- REQUIRED WORK:
Lines before the one containing "21V4h12l-3 4 3" are left out; that line and every line after it, through the end of the records, are to be reproduced exactly.

- INPUT DATA:
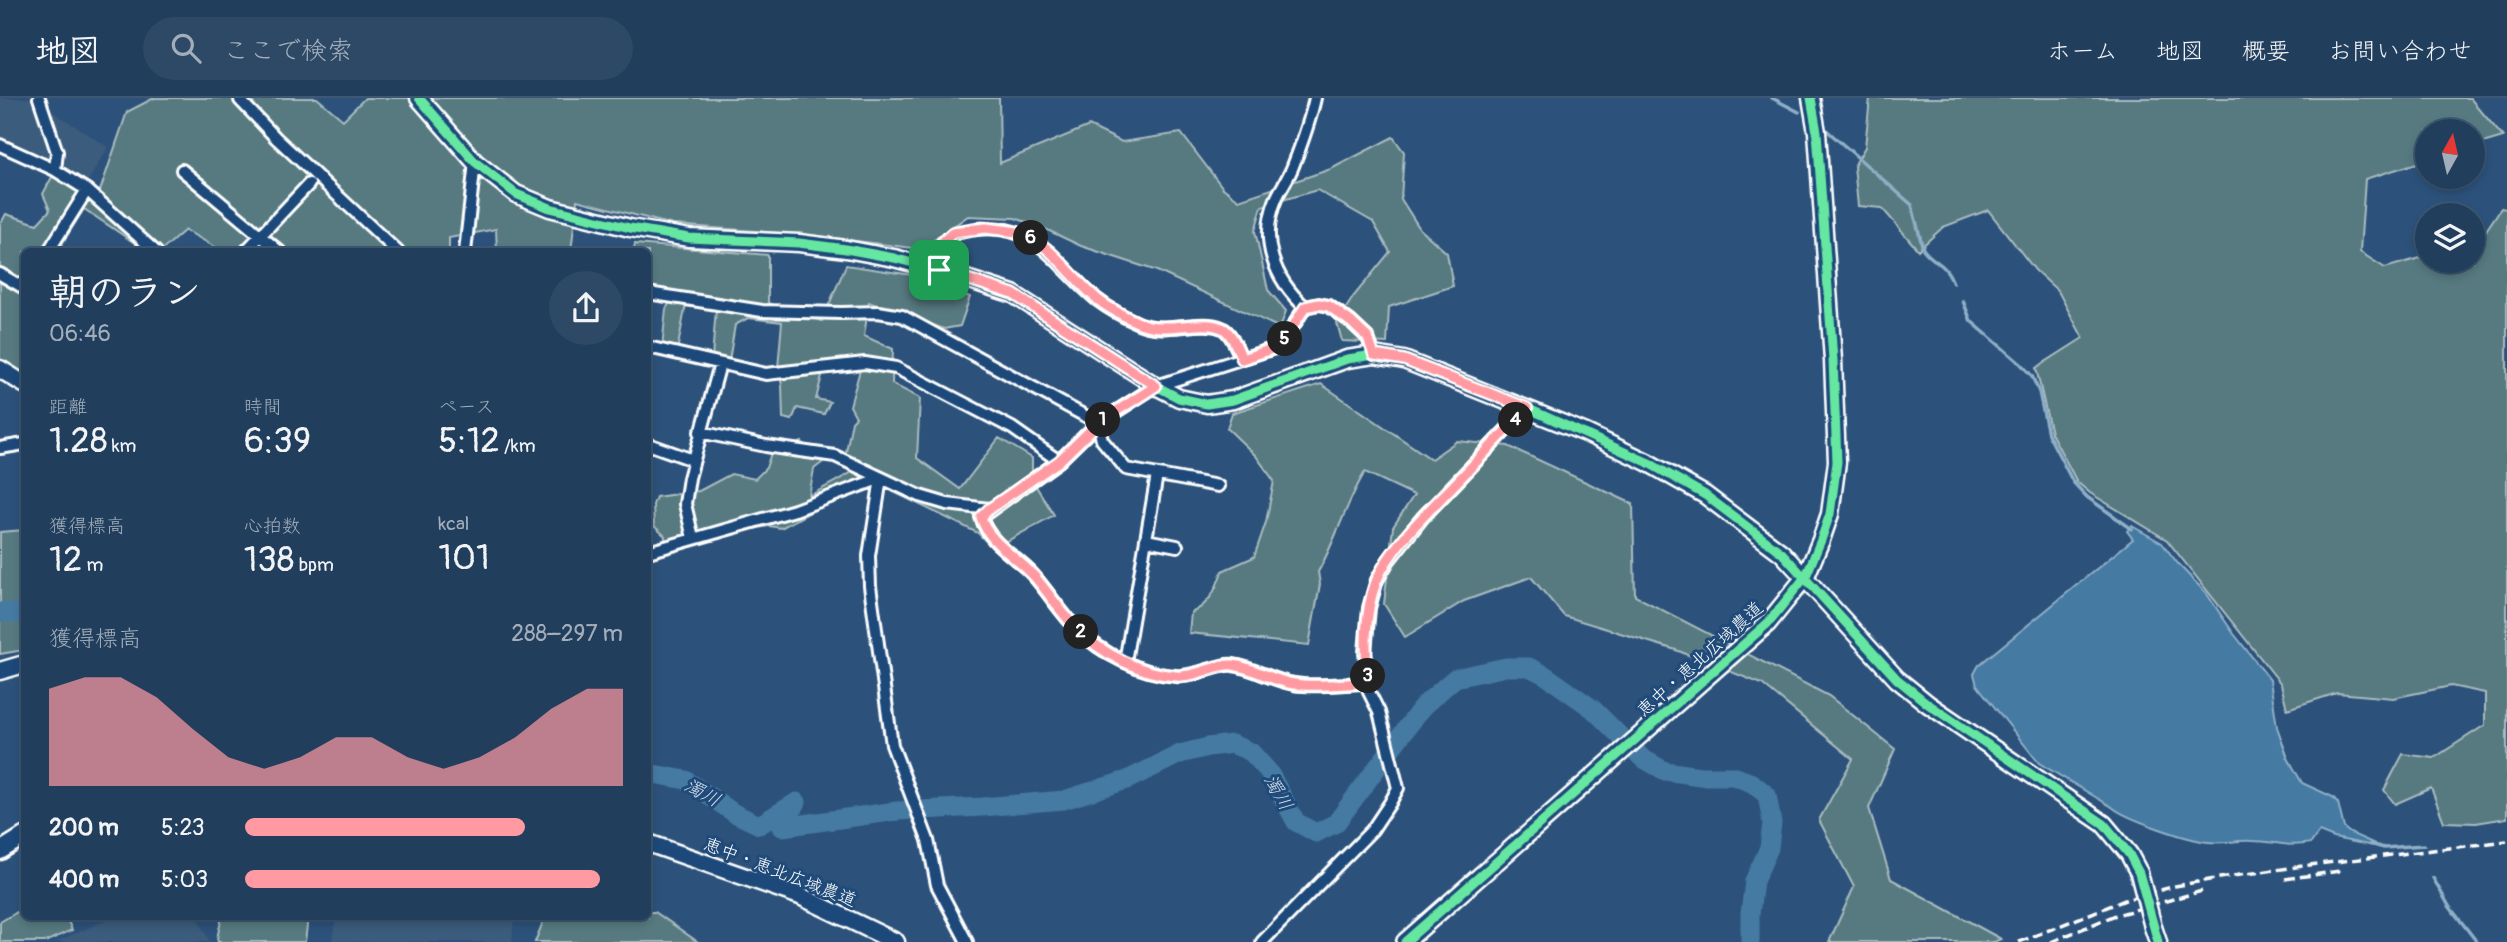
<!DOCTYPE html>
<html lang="ja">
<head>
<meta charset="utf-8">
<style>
	:root { --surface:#213e5c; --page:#2d4965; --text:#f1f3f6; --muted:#a2aebb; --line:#3e5772; --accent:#ff9aa2 }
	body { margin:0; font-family:Pangolin,"Klee One",sans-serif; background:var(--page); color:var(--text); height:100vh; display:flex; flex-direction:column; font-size:26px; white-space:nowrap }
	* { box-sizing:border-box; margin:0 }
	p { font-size:23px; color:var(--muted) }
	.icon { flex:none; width:38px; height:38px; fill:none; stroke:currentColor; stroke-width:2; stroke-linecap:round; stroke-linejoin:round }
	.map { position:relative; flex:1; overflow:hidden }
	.drawer { position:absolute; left:21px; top:150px; width:630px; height:672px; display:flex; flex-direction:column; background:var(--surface); border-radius:10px; box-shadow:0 4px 10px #0003,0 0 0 2px var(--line) }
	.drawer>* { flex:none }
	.needle { width:46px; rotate:8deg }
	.fabs { position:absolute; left:2415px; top:21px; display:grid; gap:14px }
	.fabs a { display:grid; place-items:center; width:70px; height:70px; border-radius:50%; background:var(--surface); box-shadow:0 4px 10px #0003,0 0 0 2px var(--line); font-size:35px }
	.pin { position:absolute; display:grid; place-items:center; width:60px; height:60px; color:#fff; margin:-30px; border-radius:14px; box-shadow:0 4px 10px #0006 }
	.km { position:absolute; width:35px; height:35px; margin:-18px; border-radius:50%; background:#222; color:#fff; font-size:19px; line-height:35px; text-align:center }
	.round { display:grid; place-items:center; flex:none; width:74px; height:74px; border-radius:37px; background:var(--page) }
	.overview { display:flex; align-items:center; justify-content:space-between; height:119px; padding:0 28px }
	h1 { font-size:38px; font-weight:600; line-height:52px }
	.metrics { display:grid; grid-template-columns:repeat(3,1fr); gap:10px; height:119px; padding:7px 28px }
	.metrics div { display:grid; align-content:center }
	.metrics b { font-size:35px; font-weight:600 }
	.metrics small { font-size:19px; font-weight:400 }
	.metrics p { font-size:19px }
	.chart { height:196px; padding:14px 28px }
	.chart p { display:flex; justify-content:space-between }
	.chart svg { width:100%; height:126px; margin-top:7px; fill:var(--accent); opacity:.7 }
	ul { padding:0 28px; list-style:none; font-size:23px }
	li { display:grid; grid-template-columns:112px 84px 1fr; align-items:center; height:52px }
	li i { height:18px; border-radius:9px; background:var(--accent) }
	header { display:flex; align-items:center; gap:42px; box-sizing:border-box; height:98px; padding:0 35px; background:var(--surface); border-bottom:2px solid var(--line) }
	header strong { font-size:33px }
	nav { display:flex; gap:38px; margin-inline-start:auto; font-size:24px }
	.search { width:490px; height:63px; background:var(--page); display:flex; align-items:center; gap:18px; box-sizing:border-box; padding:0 24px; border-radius:38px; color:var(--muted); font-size:26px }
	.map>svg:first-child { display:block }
</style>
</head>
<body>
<header>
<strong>地図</strong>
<div class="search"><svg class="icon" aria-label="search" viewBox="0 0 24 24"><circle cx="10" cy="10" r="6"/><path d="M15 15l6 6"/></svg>ここで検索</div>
<nav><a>ホーム</a><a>地図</a><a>概要</a><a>お問い合わせ</a></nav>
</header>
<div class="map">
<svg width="2507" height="844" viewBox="0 0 2507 844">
	<rect width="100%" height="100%" fill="#2c527b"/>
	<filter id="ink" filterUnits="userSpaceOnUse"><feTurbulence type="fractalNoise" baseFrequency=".0143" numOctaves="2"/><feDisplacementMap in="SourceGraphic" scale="14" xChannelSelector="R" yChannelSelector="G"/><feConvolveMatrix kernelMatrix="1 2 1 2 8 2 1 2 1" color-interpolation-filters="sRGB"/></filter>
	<g filter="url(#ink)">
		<path fill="#3b5b7c" d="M0,0H31L108,49L87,85L0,40Z
			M113,819H197L210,844H56Z
			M336,819H514L512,844H332Z"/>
		<path fill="#567a80" stroke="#aabcc0" stroke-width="2" d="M154,0H241L249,7L257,0H317L343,22L365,0H999L1000,65L1089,28L1122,44L1181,35L1223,90L1239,102L1331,71L1393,39L1404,54L1401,101L1420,131L1447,155L1453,188L1389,209L1387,245L1342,243L1337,225L1353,199L1390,154L1373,124L1317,92L1262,108L1255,133L1268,192L1286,213L1280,230L1157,173L1081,148L1041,129L1015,120L968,118L921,151L808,137L673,127L577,102L571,154H497L496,131L449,140V154H224L185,132L160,154H148L84,111L57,154H24V283L0,267V127L6,116L37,126L50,112L43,96L52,79L100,93L127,14Z
			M1870,0H2470L2503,39L2473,48V33H2427V62L2365,81L2360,154L2385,170L2427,158V163H2473V145L2479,143L2501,110L2507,111V720L2476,725L2444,724L2431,690L2395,706L2384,692L2403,656L2434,660L2485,627V595L2451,588L2393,600L2337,595L2287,611L2281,586L2167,442L2090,395L2077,384L2051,335L2036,270L2083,240L2058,193L2035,172L1988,112L1943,129L1918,152L1882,110L1858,108L1854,68L1865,49Z
			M635,146L768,157V205L822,223L846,167L912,177L970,199L960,228L944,231L869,204L864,238L893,251L892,286L920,300L917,360L960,391L999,340L1032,360V382L1054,417L993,451L978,435L869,382L781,430L769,428L741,433L704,431L683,449L664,452L665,438L654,428L653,407L656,399L699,393L731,376L755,381L766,370L771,355L802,344L815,359L828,360L814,371L809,398L863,368L860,361L855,359L846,362L845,359L852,323L856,319L850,308L863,261L825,266L816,301L830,304L824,316L797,310L792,322L783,320L782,287L778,270L782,224L748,220L735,227L729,263L712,260L716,210L686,206L677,253L662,250L666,211L673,199L648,193V154H633Z
			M1321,286L1431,361L1457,343L1508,348L1633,406L1635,498L1829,598L1895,651L1869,710L1891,781L2001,841L1994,844H1829L1854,789L1819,722L1853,661L1762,586L1676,552L1564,518L1531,479L1464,503L1405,539L1384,506L1393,429L1414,397L1365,374C1346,405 1336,442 1318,474L1320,486L1309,547L1189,535L1191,515C1209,507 1216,492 1222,473L1254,459L1266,424L1274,383L1256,358L1227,330L1232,315Z
			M24,432V552L0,556V434Z
			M24,810V819H66L72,832L45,844H0V824Z
			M648,814H655L698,844H535L545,819H648Z
			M222,819H308L305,844H218L217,840Z"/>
		<path fill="#457aa2" stroke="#8fafc7" stroke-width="2" d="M2132,428L2162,445L2179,467L2206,495L2234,536L2270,582L2277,629L2288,660L2302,685L2333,699L2338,705L2344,730L2350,735L2375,746L2373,748L2334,740L2319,734L2311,745C2287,750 2276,743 2252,743C2238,742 2222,746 2208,744C2188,742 2126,721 2112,709L2039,665L1977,587L1974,576L1979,567L2133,441L2127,433Z"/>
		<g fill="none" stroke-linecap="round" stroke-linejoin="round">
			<path stroke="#8fafc7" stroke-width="3.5" d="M1772,0L1799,14
				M1823,29L1912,107L1923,151C1935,167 1945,163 1953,185
				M1963,203L1971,223L2021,266L2032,278L2039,294L2048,336L2073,384L2087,399L2132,431
				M2370,746L2384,750L2424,747
				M2433,780L2449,808L2477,844"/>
			<path stroke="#457aa2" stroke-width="19" d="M0,514L24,516
				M648,675L686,682L734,715L759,727L797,704L782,729L897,713L983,709L1064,702L1127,682L1180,656L1208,649L1232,646L1251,654L1269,674L1296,724L1316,735L1336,725L1423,608L1455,580L1506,569H1529L1545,577L1593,611L1642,660L1665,673L1700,678H1733L1752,685L1767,697L1772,725L1769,750L1754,783L1750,816V844"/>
			<defs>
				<path id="street" d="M39,0L57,54L55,72
					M240,2L276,40L398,154
					M0,47L55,72L87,92L156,154
					M182,72L280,154
					M48,154L87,92
					M245,154L309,86
					M465,154L475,64
					M939,172L943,144C954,134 962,133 977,131C1036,124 1057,168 1096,201C1108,210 1124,219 1138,225C1165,237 1201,220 1222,230C1232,235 1237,252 1242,261
					M0,176L24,190
					M648,195L762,213L841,215L878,214L902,218L1098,325L1102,342L1126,371L1218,388
					M1305,209C1274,181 1259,142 1276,101C1281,90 1289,79 1293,68C1302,45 1310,23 1315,0
					M648,249L766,276L865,265L896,270L1012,330L1059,363
					M700,334L766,348L835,358L920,398L947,406L989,411
					M648,346L693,362
					M0,350L24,346
					M881,380L869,458L870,488L892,647L928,742L937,787L967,844
					M693,440L685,406L689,380L720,266
					M1146,442L1177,448
					M648,454L795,412L881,380
					M1125,564L1157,377
					M1368,585C1345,585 1317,590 1294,586C1273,583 1255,570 1233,567C1219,565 1195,580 1176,578C1141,576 1102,556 1077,531C1061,515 1049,495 1034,478C1016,458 989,446 981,419L1059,363L1098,325L1156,288L1281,248L1305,209L1319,206L1329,208L1351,224L1368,240L1374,257
					M1262,844L1372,732L1390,705L1398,690L1379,614L1369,594L1365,554L1369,510L1377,482L1389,462L1423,419L1527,310"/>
				<path id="secondary" d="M419,0L475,64L516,96L550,110L630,130L689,140L799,145L846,151L894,160L939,172L1013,196L1156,288L1179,300L1207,306L1233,302L1347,261L1374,257L1404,262L1586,335L1647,364L1705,397L1782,455L1897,581L1928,606L2104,726L2129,756L2139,775
					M0,271L24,286
					M0,573L24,566
					M648,745L800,798L896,844
					M0,753L24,738
					M2153,829L2158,844
					M1405,844L1768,525L1806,478L1821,442L1830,416L1837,364L1833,262L1817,34L1811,0"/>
			</defs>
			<use href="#street" stroke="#fff" stroke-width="16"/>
			<use href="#secondary" stroke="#fff" stroke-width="21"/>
			<use href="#street" stroke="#1f4a7a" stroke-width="10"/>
			<use href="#secondary" stroke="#1f4a7a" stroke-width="16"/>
			<path stroke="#fff" stroke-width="3.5" stroke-dasharray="10 5" stroke-linecap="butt" d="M2285,781L2340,773
				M2019,844L2125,802L2175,788L2226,779L2310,767L2507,743
				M2051,844L2113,818L2202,793"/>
			<defs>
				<path id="secondary-bridge" d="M2139,775L2153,829"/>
			</defs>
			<use href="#secondary-bridge" stroke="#fff" stroke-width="21" stroke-linecap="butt"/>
			<use href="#secondary-bridge" stroke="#1f4a7a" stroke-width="16"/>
			<defs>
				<path id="cycleway" d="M419,0L475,64L516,96L550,110L630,130L689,140L799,145L846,151L894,160L939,172L1013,196L1156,288L1179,300L1207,306L1233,302L1347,261L1374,257L1404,262L1527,310L1647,364L1705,397L1782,455L1897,581L1928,606L2104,726L2129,756L2139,775L2158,844
					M1405,844L1768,525L1806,478L1821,442L1830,416L1837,364L1833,262L1817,34L1811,0"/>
			</defs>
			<use href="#cycleway" stroke="#1f4a7a" stroke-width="13"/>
			<use href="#cycleway" stroke="#66e7a1" stroke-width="9"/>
		</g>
	</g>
	<g fill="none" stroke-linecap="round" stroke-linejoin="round" filter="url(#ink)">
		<defs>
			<path id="route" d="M986,130C998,132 1012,132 1023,136C1053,148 1072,180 1096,200C1107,210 1124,218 1137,224C1165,237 1200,220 1222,230C1232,234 1238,252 1242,261L1281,248L1305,209L1319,206L1329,208L1351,224L1368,240L1374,257L1404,262L1527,310C1503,336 1478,362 1453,388C1428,414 1390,449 1376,484C1364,516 1365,551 1368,585C1345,585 1317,590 1294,586C1273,583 1255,570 1233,567C1218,565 1195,580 1176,578C1141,576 1102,556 1077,531C1061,515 1049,495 1034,478C1016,458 989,446 981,419L989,411L1059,363L1098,325L1156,288L1013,196L939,172L943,144L953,134Z"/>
		</defs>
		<use href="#route" stroke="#fff" stroke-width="14"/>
		<use href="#route" stroke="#ff9aa2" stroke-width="9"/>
	</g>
	<g text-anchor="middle" stroke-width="6" stroke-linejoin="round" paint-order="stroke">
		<g font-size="18" fill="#fff" stroke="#1f4a7a">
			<text transform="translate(1700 561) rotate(-42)" y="6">恵中・恵北広域農道</text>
			<text transform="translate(780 774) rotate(21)" y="6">恵中・恵北広域農道</text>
		</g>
		<g font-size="19" font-style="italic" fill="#d0dee8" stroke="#1f4a7a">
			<text transform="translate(703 694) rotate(29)" y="7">濁川</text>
			<text transform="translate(1279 694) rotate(60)" y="7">濁川</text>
		</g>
	</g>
</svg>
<div class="fabs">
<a><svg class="needle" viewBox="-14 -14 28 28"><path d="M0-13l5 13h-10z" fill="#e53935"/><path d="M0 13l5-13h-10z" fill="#a2aebb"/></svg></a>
<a><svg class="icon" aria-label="layers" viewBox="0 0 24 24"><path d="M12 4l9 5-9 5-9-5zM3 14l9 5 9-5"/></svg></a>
</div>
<div class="pin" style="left:939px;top:172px;background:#1e9e55"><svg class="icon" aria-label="arrive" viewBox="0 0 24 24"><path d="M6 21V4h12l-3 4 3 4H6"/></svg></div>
<b class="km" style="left:1103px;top:322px">1</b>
<b class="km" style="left:1081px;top:534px">2</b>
<b class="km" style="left:1368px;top:578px">3</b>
<b class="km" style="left:1516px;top:322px">4</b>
<b class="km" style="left:1285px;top:241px">5</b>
<b class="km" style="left:1031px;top:140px">6</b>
<section class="drawer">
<div class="overview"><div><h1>朝のラン</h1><p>06:46</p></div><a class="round"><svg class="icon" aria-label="share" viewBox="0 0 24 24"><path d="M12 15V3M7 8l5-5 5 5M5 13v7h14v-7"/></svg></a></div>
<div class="metrics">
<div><p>距離</p><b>1.28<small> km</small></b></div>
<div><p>時間</p><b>6:39</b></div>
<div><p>ペース</p><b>5:12<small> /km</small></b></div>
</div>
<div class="metrics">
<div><p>獲得標高</p><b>12<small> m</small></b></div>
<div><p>心拍数</p><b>138<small> bpm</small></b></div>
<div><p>kcal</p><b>101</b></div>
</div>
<div class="chart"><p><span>獲得標高</span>288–297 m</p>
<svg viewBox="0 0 160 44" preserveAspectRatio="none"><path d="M0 44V10L10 6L20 6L30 13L40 24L50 34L60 38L70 34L80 27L90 27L100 34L110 38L120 34L130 27L140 17L150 10L160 10V44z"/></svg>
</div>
<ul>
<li><b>200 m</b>5:23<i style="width:74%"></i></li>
<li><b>400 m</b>5:03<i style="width:94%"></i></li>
</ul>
</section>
</div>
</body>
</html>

- WRITTEN SOLUTION:
<div class="pin" style="left:939px;top:172px;background:#1e9e55"><svg class="icon" aria-label="arrive" viewBox="0 0 24 24"><path d="M6 21V4h12l-3 4 3 4H6"/></svg></div>
<b class="km" style="left:1103px;top:322px">1</b>
<b class="km" style="left:1081px;top:534px">2</b>
<b class="km" style="left:1368px;top:578px">3</b>
<b class="km" style="left:1516px;top:322px">4</b>
<b class="km" style="left:1285px;top:241px">5</b>
<b class="km" style="left:1031px;top:140px">6</b>
<section class="drawer">
<div class="overview"><div><h1>朝のラン</h1><p>06:46</p></div><a class="round"><svg class="icon" aria-label="share" viewBox="0 0 24 24"><path d="M12 15V3M7 8l5-5 5 5M5 13v7h14v-7"/></svg></a></div>
<div class="metrics">
<div><p>距離</p><b>1.28<small> km</small></b></div>
<div><p>時間</p><b>6:39</b></div>
<div><p>ペース</p><b>5:12<small> /km</small></b></div>
</div>
<div class="metrics">
<div><p>獲得標高</p><b>12<small> m</small></b></div>
<div><p>心拍数</p><b>138<small> bpm</small></b></div>
<div><p>kcal</p><b>101</b></div>
</div>
<div class="chart"><p><span>獲得標高</span>288–297 m</p>
<svg viewBox="0 0 160 44" preserveAspectRatio="none"><path d="M0 44V10L10 6L20 6L30 13L40 24L50 34L60 38L70 34L80 27L90 27L100 34L110 38L120 34L130 27L140 17L150 10L160 10V44z"/></svg>
</div>
<ul>
<li><b>200 m</b>5:23<i style="width:74%"></i></li>
<li><b>400 m</b>5:03<i style="width:94%"></i></li>
</ul>
</section>
</div>
</body>
</html>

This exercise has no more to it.